**Work request**
Going down the data below, set down exactly the line with "ctx.lineJoin = 'round';" and each line after it through the line with "M1005,99L1021,108L1003,144L964,120L974,105L990,114L996,104Z"; no other lines.

**Record set**
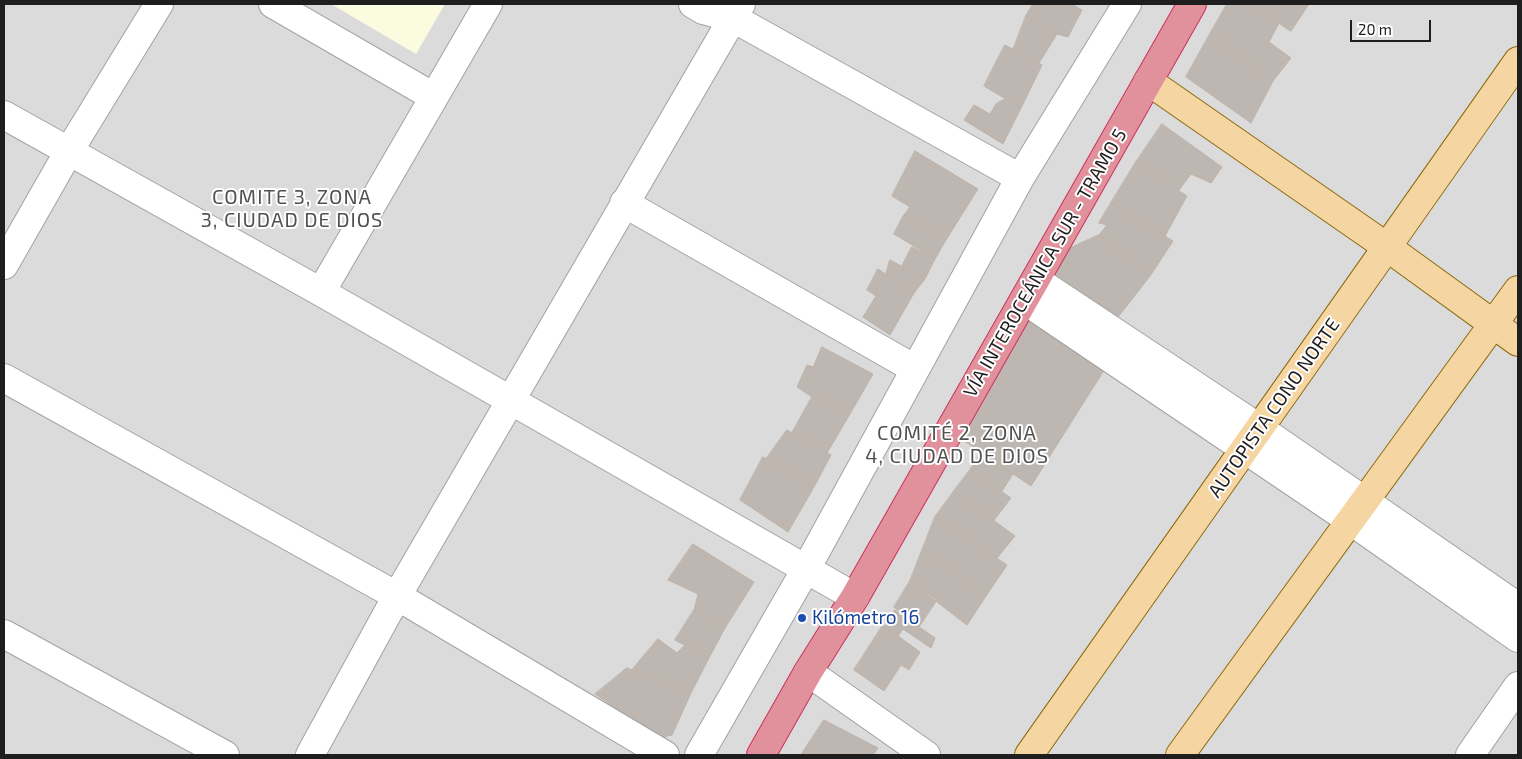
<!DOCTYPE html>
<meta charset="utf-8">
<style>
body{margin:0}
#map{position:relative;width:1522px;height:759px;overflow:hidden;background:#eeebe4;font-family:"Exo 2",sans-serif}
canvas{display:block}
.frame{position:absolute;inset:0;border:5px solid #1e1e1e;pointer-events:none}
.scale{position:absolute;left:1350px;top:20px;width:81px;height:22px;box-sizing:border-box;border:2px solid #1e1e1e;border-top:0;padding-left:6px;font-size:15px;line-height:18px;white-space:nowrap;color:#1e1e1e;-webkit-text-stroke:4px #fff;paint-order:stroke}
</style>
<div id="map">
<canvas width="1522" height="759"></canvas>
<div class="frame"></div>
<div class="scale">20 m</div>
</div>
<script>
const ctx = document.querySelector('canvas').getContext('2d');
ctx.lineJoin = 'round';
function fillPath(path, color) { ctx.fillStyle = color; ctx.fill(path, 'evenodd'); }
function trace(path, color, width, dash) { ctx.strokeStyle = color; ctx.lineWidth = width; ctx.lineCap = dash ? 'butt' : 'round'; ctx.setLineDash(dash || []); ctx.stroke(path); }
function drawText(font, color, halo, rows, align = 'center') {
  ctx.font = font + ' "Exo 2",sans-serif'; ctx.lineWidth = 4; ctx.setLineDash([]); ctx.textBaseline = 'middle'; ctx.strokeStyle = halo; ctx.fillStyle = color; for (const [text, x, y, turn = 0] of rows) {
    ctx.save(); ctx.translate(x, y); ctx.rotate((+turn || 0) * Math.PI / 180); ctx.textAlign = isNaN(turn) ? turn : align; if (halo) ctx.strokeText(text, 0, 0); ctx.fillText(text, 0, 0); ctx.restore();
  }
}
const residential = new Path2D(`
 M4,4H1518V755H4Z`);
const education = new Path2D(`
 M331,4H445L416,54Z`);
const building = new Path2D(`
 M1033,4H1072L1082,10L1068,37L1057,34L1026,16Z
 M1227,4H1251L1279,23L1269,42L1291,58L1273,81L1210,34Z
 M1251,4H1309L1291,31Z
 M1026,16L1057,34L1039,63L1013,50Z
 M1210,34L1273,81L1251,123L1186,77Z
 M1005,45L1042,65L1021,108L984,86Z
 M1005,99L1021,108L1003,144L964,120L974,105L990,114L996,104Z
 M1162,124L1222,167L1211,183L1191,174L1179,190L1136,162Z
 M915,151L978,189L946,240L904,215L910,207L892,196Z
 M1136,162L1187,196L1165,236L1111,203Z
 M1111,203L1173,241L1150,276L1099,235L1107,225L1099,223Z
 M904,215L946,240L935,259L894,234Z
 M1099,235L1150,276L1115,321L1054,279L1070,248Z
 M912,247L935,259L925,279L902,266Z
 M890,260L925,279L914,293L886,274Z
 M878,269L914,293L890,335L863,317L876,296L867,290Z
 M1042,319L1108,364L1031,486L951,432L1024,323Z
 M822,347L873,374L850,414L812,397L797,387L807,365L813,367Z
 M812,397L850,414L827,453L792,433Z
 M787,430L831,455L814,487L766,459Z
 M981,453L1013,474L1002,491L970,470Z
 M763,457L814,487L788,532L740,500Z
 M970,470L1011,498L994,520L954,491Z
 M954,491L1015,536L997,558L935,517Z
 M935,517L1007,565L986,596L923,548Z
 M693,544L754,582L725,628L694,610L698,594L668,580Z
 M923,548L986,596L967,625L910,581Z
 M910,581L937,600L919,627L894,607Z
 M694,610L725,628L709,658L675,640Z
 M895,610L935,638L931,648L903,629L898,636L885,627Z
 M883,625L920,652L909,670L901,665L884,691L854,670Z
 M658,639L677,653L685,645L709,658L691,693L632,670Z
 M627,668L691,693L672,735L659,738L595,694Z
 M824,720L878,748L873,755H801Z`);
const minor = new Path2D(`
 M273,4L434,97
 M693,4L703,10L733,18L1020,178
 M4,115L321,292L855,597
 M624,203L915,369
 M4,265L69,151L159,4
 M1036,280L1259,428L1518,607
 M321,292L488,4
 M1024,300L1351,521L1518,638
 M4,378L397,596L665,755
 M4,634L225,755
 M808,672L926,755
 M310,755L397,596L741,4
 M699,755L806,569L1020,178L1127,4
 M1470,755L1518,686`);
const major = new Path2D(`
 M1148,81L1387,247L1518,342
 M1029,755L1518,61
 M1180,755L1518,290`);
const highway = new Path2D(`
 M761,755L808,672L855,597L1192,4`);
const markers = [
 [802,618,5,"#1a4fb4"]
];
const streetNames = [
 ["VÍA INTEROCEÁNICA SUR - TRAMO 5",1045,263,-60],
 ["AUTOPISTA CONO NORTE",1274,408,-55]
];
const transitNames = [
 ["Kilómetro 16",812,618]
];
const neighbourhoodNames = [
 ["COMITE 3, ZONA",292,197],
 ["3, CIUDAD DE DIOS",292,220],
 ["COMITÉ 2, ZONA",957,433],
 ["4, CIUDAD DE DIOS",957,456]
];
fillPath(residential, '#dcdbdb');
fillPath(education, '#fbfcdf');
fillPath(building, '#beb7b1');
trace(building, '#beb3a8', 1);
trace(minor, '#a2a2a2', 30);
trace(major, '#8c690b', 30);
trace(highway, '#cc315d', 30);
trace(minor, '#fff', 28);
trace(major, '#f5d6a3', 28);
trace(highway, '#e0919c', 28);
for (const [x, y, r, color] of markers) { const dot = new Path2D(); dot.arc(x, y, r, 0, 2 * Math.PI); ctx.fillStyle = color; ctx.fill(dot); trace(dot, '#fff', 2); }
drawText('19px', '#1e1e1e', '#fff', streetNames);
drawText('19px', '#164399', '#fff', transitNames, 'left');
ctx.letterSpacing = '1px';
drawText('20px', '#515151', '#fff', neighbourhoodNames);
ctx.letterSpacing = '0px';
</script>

**Written answer**
ctx.lineJoin = 'round';
function fillPath(path, color) { ctx.fillStyle = color; ctx.fill(path, 'evenodd'); }
function trace(path, color, width, dash) { ctx.strokeStyle = color; ctx.lineWidth = width; ctx.lineCap = dash ? 'butt' : 'round'; ctx.setLineDash(dash || []); ctx.stroke(path); }
function drawText(font, color, halo, rows, align = 'center') {
  ctx.font = font + ' "Exo 2",sans-serif'; ctx.lineWidth = 4; ctx.setLineDash([]); ctx.textBaseline = 'middle'; ctx.strokeStyle = halo; ctx.fillStyle = color; for (const [text, x, y, turn = 0] of rows) {
    ctx.save(); ctx.translate(x, y); ctx.rotate((+turn || 0) * Math.PI / 180); ctx.textAlign = isNaN(turn) ? turn : align; if (halo) ctx.strokeText(text, 0, 0); ctx.fillText(text, 0, 0); ctx.restore();
  }
}
const residential = new Path2D(`
 M4,4H1518V755H4Z`);
const education = new Path2D(`
 M331,4H445L416,54Z`);
const building = new Path2D(`
 M1033,4H1072L1082,10L1068,37L1057,34L1026,16Z
 M1227,4H1251L1279,23L1269,42L1291,58L1273,81L1210,34Z
 M1251,4H1309L1291,31Z
 M1026,16L1057,34L1039,63L1013,50Z
 M1210,34L1273,81L1251,123L1186,77Z
 M1005,45L1042,65L1021,108L984,86Z
 M1005,99L1021,108L1003,144L964,120L974,105L990,114L996,104Z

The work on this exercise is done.